Gérer la transformation sans laisser personne de côté, c’est possible ?

On interrompt : pas de plan social ? On ne peut s’empêcher de demander quelles ont été, à l’époque, les conséquences de ce plan sur l’emploi… Pascal Demurger reprend aussitôt :

« J’avais pris deux engagements apparemment contradictoires : on fera la réorganisation avec tout le monde. Personne ne devait rester au bord de la route. Et on n’allait pas imposer de mobilité géographique forcée. Nous avons tenu nos engagements. Avec un peu de gymnastique bien sûr, mais sans dégâts collatéraux humains. Globalement, cela veut dire que la configuration de l’entreprise a radicalement changé : nous nous sommes retrouvés avec quelques 70 structures de 50 à 80 personnes, dont certaines étaient de pur plateaux téléphoniques.
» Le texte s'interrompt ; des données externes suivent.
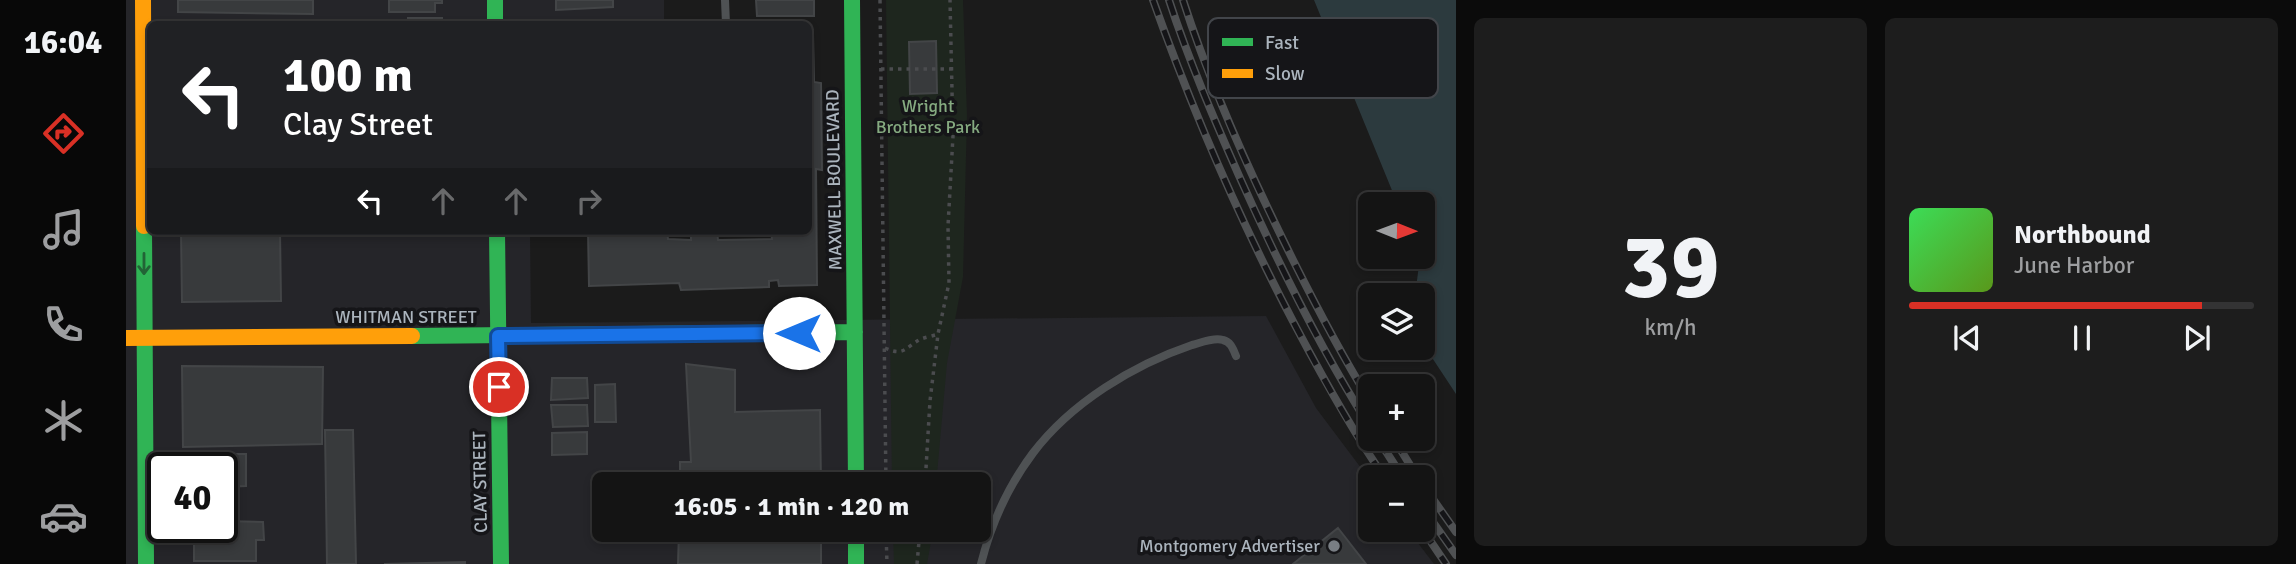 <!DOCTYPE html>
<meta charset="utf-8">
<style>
:root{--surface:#141414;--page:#1d1d1d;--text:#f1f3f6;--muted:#9d9ea0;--line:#333334;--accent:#d93025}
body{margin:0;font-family:Signika,sans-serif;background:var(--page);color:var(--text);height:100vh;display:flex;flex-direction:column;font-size:26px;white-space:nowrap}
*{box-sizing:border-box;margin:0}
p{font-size:23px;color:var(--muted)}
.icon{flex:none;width:38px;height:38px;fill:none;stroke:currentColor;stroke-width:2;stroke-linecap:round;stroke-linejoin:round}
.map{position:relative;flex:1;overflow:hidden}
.sheet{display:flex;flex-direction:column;gap:18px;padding:18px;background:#0b0b0b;width:840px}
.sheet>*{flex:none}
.hud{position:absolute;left:21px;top:21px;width:665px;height:214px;border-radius:10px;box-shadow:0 4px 10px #0003,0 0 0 2px var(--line);background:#202124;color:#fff;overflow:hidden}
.needle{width:46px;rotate:91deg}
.tools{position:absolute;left:1232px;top:192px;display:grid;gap:14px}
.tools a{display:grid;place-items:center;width:77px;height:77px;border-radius:10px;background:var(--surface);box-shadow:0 4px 10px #0003,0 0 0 2px var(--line);font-size:35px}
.speed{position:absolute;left:21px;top:452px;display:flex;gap:14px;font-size:35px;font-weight:700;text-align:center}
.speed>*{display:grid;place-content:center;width:91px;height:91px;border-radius:50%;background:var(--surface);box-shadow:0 4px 10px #0003,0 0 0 2px var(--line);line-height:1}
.speed .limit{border:4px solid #111;border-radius:10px;background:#fff;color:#111}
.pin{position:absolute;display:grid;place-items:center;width:60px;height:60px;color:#fff;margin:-30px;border:4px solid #fff;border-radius:50%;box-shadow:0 2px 7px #0007}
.me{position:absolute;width:77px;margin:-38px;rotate:270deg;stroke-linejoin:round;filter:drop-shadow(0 0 5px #0008)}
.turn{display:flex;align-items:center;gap:24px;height:147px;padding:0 21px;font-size:32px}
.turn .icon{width:91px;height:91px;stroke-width:2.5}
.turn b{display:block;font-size:49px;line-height:60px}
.lanes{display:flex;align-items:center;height:66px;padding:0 21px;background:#0003;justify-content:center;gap:35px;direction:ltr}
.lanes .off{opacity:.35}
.sheet .tile{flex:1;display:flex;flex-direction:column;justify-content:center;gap:10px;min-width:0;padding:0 24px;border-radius:10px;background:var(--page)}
.sheet .dial{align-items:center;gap:0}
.dial b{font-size:91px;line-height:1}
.song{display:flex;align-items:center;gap:21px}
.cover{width:84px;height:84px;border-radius:10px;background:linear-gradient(135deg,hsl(130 70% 55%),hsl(90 70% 35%))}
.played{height:7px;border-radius:4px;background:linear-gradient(90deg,var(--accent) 85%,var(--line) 85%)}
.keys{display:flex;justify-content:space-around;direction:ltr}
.sheet .tiles{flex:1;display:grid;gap:18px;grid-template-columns:repeat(2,1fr)}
.trip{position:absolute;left:466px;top:472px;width:399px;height:70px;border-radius:10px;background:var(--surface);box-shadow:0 4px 10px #0003,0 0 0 2px var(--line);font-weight:700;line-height:70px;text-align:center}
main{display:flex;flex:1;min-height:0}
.menu{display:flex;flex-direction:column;width:126px;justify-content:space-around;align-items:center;background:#080808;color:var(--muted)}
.menu .icon{width:49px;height:49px}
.menu .current{color:var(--accent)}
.menu b{font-size:32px;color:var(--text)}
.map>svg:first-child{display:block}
.built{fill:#252529;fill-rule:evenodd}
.green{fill:#1e261e}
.water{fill:#2c3a3e}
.building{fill:#383a3c;stroke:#434547;stroke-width:2}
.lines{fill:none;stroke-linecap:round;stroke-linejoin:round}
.path{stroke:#4b4c4f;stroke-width:3.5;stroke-dasharray:3.5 5;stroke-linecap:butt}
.lane{stroke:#4f5254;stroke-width:8}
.fast{stroke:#30b455;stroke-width:16}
.slow{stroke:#ff9f0a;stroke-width:16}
.rail-casing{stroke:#4f5153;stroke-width:8}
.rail{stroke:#151518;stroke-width:5;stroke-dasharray:16;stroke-linecap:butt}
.oneway{stroke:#226436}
.route-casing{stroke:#114b97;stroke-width:18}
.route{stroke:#1a73e8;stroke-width:12}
.poi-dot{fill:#797e84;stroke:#151518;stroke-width:2.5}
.labels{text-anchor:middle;stroke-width:7;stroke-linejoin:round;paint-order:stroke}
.park-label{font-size:18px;fill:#85aa80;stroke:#151518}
.street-label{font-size:18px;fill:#abb4bd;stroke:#151518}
.poi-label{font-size:18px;fill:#abb4bd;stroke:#151518;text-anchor:end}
.key{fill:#151518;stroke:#42454a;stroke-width:2}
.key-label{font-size:19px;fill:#abb4bd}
</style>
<main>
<nav class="menu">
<b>16:04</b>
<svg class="icon current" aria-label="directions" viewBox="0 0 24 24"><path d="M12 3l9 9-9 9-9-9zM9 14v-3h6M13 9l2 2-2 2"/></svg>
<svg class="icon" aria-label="music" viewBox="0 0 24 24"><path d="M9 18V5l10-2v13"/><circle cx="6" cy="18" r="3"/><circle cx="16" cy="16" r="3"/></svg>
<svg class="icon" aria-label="phone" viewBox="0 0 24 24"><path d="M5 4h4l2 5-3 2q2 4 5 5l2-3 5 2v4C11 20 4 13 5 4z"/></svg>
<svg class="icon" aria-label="climate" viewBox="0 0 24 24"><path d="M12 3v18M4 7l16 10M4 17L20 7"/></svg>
<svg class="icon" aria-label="car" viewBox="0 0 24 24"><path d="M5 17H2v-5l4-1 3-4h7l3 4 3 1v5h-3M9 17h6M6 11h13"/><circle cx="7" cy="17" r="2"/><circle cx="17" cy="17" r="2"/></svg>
</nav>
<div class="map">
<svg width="1330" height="564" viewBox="0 0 1330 564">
<rect width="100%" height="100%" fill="#1b1b1b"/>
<path class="built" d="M0,0H538V24H24V231H404L405,323L1140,316L1190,408L1244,480V530H1282L1308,564H0ZM37,467H96V527H37ZM478,485H852V530H478Z"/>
<path class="green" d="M760,0H837L841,116L837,277L821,363L810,485H766Z
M767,530H807L801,564H768Z"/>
<path class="water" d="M1188,0H1330V394L1297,344V296H1289L1294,257H1297V205H1272Z"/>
<path class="building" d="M52,0H187V14L52,12Z
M263,0H316V3H309V12H263Z
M430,0H487V7L430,10Z
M630,0H688V16H631Z
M282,18H316V24H282Z
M682,35H687L688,82L695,83L696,170L690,169L691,285L653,286L652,280L643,281V287L555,290L553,283L463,286L462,231H478L479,233L541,232L542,239L565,240V231H591L592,240L646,239L645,231H682Z
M810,41L811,93L784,94L783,42Z
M55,231H154L155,301L56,302Z
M560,364L609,370V412L694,410L695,485H554V462H565Z
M56,366L197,367L196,444L57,447Z
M426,378H461L462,398L425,400Z
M489,384L490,422H469V385Z
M425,405H461L462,426L427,427Z
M199,430H227L230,564H201Z
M461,432V454L426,455V433Z
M72,454H120V486L96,487V467H64V458H72Z
M96,521L137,522L138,540H130V561H68V527H96Z
M1212,528L1240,564H1167Z
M553,530H695V564H552Z
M339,562V564H258Z"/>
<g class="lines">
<path class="path" d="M754,0L760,485
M755,69H827
M759,348C779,357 779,347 795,339C800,337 807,336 812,334
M799,485L804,401L812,334L823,283L822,226L827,136L824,0
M760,530L761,564
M791,564L794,530"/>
<path class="lane" d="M599,0L600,24
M855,564C865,524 883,485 907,453C945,403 1007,365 1066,345C1074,343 1088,337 1097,340C1105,342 1107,349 1110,356"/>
<path class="fast" d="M369,0V24
M726,0L730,485
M18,226L20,564
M371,231L375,564
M286,336L729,332
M730,530V564"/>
<path class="slow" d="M17,0L18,226
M0,338L286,336"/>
<g class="rail-casing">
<path id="rail" d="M1027,0C1067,112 1114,221 1170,327C1197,378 1226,431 1259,478
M1043,0C1063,61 1088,119 1114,178C1152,263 1194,348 1244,427
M1057,0C1086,90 1125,176 1167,260C1191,308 1216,356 1244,401
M1252,439L1277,478
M1268,439L1292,478
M1297,485L1330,532
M1297,508L1330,555
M1297,530L1320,564"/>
</g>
<use href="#rail" class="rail"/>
</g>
<defs><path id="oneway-shaft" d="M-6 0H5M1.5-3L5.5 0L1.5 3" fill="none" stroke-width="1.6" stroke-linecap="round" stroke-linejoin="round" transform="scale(1.75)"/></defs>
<use class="oneway" href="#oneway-shaft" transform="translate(18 264) rotate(90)"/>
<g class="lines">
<g class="route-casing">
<path id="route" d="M373,387L372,336L673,333"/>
</g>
<use href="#route" class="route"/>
</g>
<circle class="poi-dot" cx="1208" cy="546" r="7"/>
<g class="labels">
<g class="park-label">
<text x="802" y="112">Wright<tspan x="802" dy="21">Brothers Park</tspan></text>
</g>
<g class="street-label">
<text transform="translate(708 180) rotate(-91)" y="6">MAXWELL BOULEVARD</text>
<text x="280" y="323">WHITMAN STREET</text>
<text transform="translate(354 482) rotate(-91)" y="6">CLAY STREET</text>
</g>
<g class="poi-label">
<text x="1194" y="552">Montgomery Advertiser</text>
</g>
</g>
<rect x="1082" y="18" width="230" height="80" rx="10" class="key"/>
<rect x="1096" y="38" width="31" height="8" fill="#30b455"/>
<rect x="1096" y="69" width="31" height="9" fill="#ff9f0a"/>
<g class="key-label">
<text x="1139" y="49">Fast</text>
<text x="1139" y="80">Slow</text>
</g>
</svg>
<div class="tools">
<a><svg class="needle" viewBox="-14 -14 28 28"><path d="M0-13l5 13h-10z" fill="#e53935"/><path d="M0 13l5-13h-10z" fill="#9d9ea0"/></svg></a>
<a><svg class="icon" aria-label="layers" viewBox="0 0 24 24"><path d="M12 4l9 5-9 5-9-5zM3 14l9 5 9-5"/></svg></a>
<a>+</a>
<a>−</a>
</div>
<div class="speed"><div class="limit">40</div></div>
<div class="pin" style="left:373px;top:387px;background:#d93025"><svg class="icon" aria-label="arrive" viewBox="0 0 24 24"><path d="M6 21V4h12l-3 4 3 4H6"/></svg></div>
<svg class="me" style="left:673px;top:333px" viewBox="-20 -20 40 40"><circle r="19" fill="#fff"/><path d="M0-13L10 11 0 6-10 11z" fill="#1a73e8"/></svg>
<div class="trip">16:05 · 1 min · 120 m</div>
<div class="hud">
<div class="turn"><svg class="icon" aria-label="left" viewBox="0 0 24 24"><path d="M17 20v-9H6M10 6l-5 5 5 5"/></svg><div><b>100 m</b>Clay Street</div></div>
<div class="lanes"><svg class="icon" aria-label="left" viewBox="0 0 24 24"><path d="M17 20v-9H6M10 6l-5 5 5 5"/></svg><svg class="icon off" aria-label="ahead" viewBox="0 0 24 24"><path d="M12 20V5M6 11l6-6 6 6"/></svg><svg class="icon off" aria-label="ahead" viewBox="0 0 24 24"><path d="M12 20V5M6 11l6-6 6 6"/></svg><svg class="icon off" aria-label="right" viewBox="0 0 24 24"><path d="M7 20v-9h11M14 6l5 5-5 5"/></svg></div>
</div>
</div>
<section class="sheet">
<div class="tiles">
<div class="tile dial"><b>39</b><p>km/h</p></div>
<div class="tile">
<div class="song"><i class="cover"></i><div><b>Northbound</b><p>June Harbor</p></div></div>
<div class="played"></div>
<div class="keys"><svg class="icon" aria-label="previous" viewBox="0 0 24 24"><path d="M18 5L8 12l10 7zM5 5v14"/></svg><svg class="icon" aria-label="pause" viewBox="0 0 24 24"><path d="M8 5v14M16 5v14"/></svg><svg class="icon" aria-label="next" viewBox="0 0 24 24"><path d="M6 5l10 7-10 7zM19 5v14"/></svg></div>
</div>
</div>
</section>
</main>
Et là, problème : de manière traditionnelle, optimiser l’activité de telles structures impose de nommer un manager pour améliorer l’efficacité et de la productivité du plateau… Cela implique de cadrer au maximum la relation et d’établir des KPI quantitatifs ambitieux. Et au final, on travaille de manière ultra formatée…. Le stade suprême d’un management de plateau téléphonique, c’est le script ! Et si l’on fait cela, il faut bien avoir conscience que l’on ruine la relation client en même temps que le cerveau des téléconseillers ! »

« Cependant, la MAIF a un modèle de développement un peu particulier, qui repose sur la capacité à générer de la satisfaction, et donc de la fidélité client, ce qui permet d’économiser sur les coûts d’acquisition et le recrutement. Pourtant, il fallait créer ces plateaux téléphoniques et en optimiser le fonctionnement ! Et cela a été fait, sans aucun regret, les gens eux même s’y retrouvaient – avec une activité moins large, ils étaient plus sereins. Mais il fallait bien adresser frontalement le sujet du manager pour ne pas déshumaniser notre modèle unique. Nous savions que nous allions générer une relation client correspondant au style de managérial que nous allions mettre en place. Il n’existe strictement aucune étanchéité entre les deux. »

« Et nous avons réussi cette transformation culturelle managériale ! »

«  Cette prise de conscience a fait que nous avons décidé, dans les années 2013 et 2014 de nous lancer dans une révolution culturelle sans précédent dans l’entreprise en changeant le style managérial, les valeurs du manager, et, d’une manière générale, les comportements dans l’entreprise. Et nous avons réussi cette transformation culturelle managériale ! Nous avons pour cela, par exemple, radicalement stoppé le bonus ou le commissionnement individuel des commerciaux, basé sur leurs résultats. A la place, nous avons mis en place, il y a quelques années déjà, un mode de pilotage qui repose sur un quadriptyque d’indicateurs  pondérés à parts égales : 1/ l’épanouissement des équipes, 2/ la satisfaction clients, 3/ l’impact sur la société et 4/ la performance de l’entreprise. L’accord d’intéressement est conditionné par ces critères et l’enveloppe est distribuée de manière égalitaire au sein de l’entreprise et non en pourcentage des salaires comme c’est habituellement le cas. C’est aussi notre façon de démontrer à chaque salarié que sa contribution compte tout autant que celle d’un autre, peu importe son niveau dans la hiérarchie».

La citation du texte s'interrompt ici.